Work item: Find every line below with the word "left" in it, and copy each one.
※
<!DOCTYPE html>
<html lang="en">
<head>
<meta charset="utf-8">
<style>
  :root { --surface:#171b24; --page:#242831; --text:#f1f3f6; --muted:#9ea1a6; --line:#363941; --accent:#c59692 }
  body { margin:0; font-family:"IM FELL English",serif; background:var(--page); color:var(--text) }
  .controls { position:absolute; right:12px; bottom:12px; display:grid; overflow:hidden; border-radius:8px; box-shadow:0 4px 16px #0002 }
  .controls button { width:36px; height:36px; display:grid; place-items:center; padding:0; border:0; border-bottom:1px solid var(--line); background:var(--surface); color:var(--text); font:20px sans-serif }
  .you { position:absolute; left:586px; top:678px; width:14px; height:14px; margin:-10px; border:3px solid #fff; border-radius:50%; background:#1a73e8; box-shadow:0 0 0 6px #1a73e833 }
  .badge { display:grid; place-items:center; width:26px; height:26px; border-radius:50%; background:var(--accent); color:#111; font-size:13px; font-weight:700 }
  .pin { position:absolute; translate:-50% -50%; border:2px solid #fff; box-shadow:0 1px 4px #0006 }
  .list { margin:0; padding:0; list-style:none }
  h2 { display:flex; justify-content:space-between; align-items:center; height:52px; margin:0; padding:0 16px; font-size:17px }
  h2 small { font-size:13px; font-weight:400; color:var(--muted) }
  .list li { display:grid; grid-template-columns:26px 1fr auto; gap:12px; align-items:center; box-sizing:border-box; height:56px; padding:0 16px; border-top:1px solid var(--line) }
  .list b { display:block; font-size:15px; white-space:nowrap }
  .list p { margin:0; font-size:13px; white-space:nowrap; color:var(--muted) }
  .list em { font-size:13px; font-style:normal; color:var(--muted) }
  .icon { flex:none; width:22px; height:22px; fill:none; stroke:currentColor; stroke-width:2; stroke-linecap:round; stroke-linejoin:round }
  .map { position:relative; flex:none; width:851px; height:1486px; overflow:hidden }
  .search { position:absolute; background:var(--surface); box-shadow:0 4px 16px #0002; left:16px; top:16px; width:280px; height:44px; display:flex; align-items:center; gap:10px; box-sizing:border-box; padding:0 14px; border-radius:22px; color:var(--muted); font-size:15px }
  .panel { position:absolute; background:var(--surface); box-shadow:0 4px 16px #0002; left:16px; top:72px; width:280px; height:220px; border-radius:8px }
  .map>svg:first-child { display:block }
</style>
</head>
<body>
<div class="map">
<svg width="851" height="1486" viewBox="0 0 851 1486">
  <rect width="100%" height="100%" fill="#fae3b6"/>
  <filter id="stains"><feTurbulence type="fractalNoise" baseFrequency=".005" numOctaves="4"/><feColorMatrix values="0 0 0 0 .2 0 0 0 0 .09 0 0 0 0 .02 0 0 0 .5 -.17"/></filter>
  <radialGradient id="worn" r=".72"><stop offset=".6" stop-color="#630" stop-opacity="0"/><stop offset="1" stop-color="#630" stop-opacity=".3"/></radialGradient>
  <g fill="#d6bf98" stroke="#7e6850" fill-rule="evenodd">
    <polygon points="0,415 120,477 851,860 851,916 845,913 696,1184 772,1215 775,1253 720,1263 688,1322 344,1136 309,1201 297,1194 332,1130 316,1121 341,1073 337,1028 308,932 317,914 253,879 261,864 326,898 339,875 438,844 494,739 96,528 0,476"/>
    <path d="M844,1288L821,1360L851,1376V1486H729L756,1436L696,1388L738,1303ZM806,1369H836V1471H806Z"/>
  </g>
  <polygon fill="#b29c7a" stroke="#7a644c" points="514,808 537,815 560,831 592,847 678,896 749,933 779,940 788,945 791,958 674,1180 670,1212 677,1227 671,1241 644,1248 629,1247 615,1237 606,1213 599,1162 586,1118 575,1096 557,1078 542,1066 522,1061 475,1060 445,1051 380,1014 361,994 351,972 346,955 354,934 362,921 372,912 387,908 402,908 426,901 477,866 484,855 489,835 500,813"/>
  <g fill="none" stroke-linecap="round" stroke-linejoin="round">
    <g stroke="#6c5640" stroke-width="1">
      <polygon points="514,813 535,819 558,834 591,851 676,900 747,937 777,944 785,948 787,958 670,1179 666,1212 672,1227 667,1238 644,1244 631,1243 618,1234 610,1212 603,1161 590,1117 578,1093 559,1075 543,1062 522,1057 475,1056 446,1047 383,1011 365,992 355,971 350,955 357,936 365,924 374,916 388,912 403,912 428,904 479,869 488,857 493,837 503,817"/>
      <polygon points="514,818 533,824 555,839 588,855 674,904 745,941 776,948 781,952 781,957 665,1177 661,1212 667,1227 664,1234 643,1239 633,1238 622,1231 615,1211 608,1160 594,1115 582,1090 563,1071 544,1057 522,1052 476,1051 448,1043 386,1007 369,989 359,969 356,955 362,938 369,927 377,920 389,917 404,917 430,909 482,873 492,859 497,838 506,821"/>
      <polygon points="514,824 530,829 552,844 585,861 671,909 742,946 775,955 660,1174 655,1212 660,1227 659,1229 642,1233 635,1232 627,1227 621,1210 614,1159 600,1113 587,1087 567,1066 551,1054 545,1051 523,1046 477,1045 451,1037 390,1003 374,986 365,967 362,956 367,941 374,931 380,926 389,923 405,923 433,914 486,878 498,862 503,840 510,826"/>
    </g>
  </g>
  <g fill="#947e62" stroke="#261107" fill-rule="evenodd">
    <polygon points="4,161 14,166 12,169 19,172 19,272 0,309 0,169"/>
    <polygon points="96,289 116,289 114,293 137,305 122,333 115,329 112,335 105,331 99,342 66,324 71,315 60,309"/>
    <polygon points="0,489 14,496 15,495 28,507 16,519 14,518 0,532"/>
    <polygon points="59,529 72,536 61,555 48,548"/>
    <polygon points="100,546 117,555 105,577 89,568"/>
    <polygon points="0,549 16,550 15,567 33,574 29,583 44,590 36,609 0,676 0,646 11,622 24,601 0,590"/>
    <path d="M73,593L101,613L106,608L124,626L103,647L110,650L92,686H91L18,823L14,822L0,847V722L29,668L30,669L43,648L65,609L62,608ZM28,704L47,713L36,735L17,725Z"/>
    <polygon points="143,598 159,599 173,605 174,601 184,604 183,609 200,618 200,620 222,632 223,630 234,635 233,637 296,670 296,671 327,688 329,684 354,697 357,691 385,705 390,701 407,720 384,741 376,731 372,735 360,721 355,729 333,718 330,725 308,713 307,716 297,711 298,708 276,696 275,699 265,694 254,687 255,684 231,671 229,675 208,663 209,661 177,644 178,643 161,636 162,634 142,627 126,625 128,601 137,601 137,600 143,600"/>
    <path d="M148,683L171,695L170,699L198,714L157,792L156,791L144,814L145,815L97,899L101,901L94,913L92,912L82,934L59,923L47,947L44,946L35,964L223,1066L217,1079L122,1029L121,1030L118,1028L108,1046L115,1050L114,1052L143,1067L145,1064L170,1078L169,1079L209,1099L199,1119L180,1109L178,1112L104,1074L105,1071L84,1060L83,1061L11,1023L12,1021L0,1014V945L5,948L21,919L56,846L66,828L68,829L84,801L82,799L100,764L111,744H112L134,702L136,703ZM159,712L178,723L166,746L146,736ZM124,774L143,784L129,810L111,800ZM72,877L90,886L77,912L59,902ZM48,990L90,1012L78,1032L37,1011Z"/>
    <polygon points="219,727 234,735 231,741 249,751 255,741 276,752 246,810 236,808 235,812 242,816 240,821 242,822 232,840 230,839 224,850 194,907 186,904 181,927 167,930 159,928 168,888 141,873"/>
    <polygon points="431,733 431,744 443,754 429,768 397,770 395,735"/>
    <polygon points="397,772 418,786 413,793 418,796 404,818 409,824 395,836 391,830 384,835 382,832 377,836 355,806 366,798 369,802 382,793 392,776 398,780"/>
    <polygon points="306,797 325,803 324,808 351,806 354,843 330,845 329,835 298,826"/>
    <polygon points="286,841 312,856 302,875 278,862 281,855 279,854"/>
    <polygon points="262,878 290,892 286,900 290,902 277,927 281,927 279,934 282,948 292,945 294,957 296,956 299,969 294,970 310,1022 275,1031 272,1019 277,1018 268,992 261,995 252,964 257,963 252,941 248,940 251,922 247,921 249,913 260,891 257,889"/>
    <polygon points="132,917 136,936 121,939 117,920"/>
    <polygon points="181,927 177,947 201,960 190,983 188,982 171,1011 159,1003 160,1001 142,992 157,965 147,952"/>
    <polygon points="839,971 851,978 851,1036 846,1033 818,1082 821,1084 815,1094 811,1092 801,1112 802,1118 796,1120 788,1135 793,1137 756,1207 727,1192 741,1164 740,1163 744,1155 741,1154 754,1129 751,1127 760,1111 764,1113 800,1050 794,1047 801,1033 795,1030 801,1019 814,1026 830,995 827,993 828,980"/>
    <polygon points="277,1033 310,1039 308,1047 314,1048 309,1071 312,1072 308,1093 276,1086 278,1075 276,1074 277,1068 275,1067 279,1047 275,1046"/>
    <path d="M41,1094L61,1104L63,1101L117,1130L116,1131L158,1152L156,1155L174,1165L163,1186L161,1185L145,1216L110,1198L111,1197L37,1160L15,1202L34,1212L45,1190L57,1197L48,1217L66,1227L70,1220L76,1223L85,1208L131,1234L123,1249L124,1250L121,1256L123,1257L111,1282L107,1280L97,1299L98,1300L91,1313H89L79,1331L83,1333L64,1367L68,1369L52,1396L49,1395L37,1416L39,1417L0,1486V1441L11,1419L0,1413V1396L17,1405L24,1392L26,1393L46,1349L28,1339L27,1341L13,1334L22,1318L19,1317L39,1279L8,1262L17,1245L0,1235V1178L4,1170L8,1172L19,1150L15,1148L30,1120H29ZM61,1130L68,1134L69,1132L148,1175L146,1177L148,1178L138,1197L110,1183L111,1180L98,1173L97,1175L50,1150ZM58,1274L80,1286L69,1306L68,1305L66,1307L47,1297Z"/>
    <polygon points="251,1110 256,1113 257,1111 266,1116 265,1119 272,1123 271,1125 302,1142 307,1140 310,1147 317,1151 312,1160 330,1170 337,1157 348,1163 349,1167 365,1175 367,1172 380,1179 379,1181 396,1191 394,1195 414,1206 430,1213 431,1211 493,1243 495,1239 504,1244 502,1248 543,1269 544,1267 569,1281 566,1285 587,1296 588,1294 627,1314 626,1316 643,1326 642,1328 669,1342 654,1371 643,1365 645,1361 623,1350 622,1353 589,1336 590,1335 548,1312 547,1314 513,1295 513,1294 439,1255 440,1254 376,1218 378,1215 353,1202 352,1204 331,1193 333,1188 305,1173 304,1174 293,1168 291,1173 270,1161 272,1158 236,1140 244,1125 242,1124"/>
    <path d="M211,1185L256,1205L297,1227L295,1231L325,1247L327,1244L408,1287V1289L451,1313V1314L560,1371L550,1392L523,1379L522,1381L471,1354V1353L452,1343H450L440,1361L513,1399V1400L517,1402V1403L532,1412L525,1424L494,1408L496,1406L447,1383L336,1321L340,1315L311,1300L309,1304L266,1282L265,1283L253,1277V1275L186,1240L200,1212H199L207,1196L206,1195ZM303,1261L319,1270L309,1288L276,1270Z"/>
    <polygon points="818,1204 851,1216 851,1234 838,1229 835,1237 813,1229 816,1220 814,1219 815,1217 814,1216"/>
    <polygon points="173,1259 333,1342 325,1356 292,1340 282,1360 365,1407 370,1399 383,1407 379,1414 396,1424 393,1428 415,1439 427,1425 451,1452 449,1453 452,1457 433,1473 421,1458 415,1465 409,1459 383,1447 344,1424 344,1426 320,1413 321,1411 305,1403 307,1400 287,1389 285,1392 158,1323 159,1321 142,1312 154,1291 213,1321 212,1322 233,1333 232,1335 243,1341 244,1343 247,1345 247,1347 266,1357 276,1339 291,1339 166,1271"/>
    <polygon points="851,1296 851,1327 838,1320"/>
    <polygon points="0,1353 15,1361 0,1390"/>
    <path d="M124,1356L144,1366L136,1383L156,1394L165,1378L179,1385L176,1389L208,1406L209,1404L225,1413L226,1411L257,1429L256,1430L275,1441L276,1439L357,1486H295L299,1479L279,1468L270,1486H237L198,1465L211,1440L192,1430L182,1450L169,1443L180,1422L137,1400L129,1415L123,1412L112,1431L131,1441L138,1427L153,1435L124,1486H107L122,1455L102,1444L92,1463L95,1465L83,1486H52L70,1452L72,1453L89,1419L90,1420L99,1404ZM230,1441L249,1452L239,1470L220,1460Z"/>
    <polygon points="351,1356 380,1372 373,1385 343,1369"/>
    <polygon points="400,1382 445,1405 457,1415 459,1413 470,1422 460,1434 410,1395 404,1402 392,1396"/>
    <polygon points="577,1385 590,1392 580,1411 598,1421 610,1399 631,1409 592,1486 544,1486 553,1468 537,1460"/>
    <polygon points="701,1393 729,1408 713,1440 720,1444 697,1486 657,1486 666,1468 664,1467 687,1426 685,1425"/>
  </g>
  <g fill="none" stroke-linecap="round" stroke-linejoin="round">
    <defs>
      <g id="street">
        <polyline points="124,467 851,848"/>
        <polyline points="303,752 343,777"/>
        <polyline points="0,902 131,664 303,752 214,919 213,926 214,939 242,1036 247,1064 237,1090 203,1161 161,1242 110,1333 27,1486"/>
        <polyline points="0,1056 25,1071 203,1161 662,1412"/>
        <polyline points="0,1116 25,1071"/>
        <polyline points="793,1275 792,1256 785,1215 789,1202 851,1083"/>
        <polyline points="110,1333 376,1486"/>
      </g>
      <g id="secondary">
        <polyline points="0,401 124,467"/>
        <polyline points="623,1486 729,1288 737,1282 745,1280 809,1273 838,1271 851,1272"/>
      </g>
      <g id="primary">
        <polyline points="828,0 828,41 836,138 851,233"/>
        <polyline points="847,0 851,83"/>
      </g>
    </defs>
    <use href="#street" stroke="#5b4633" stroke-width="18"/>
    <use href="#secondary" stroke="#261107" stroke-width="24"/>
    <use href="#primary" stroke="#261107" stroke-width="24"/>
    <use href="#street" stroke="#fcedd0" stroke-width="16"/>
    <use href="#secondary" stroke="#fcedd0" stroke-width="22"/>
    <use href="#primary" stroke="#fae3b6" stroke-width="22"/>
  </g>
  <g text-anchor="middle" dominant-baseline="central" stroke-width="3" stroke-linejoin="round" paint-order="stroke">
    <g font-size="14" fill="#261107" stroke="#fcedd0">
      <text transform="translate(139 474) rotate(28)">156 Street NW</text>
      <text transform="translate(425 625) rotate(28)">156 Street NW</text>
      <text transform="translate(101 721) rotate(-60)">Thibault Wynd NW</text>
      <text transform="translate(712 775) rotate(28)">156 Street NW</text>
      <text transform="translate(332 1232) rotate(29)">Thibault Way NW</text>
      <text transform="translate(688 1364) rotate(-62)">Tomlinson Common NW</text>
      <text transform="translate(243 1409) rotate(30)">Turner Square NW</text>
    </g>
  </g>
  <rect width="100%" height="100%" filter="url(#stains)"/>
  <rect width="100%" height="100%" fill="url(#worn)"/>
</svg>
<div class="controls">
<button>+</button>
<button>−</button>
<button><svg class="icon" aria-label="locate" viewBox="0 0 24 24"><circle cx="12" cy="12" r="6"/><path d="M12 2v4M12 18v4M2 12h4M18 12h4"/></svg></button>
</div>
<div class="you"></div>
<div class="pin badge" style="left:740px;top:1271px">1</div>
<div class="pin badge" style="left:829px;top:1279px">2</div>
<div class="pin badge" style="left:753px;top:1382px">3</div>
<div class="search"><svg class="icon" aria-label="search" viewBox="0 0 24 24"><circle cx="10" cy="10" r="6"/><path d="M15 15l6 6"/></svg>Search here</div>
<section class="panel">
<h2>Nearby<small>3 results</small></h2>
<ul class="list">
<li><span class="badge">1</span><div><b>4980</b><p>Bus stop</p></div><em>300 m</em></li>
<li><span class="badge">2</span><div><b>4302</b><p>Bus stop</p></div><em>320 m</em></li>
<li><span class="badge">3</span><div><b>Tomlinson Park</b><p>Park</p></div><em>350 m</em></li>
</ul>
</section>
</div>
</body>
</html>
※
Task result:
  .you { position:absolute; left:586px; top:678px; width:14px; height:14px; margin:-10px; border:3px solid #fff; border-radius:50%; background:#1a73e8; box-shadow:0 0 0 6px #1a73e833 }
  .search { position:absolute; background:var(--surface); box-shadow:0 4px 16px #0002; left:16px; top:16px; width:280px; height:44px; display:flex; align-items:center; gap:10px; box-sizing:border-box; padding:0 14px; border-radius:22px; color:var(--muted); font-size:15px }
  .panel { position:absolute; background:var(--surface); box-shadow:0 4px 16px #0002; left:16px; top:72px; width:280px; height:220px; border-radius:8px }
<div class="pin badge" style="left:740px;top:1271px">1</div>
<div class="pin badge" style="left:829px;top:1279px">2</div>
<div class="pin badge" style="left:753px;top:1382px">3</div>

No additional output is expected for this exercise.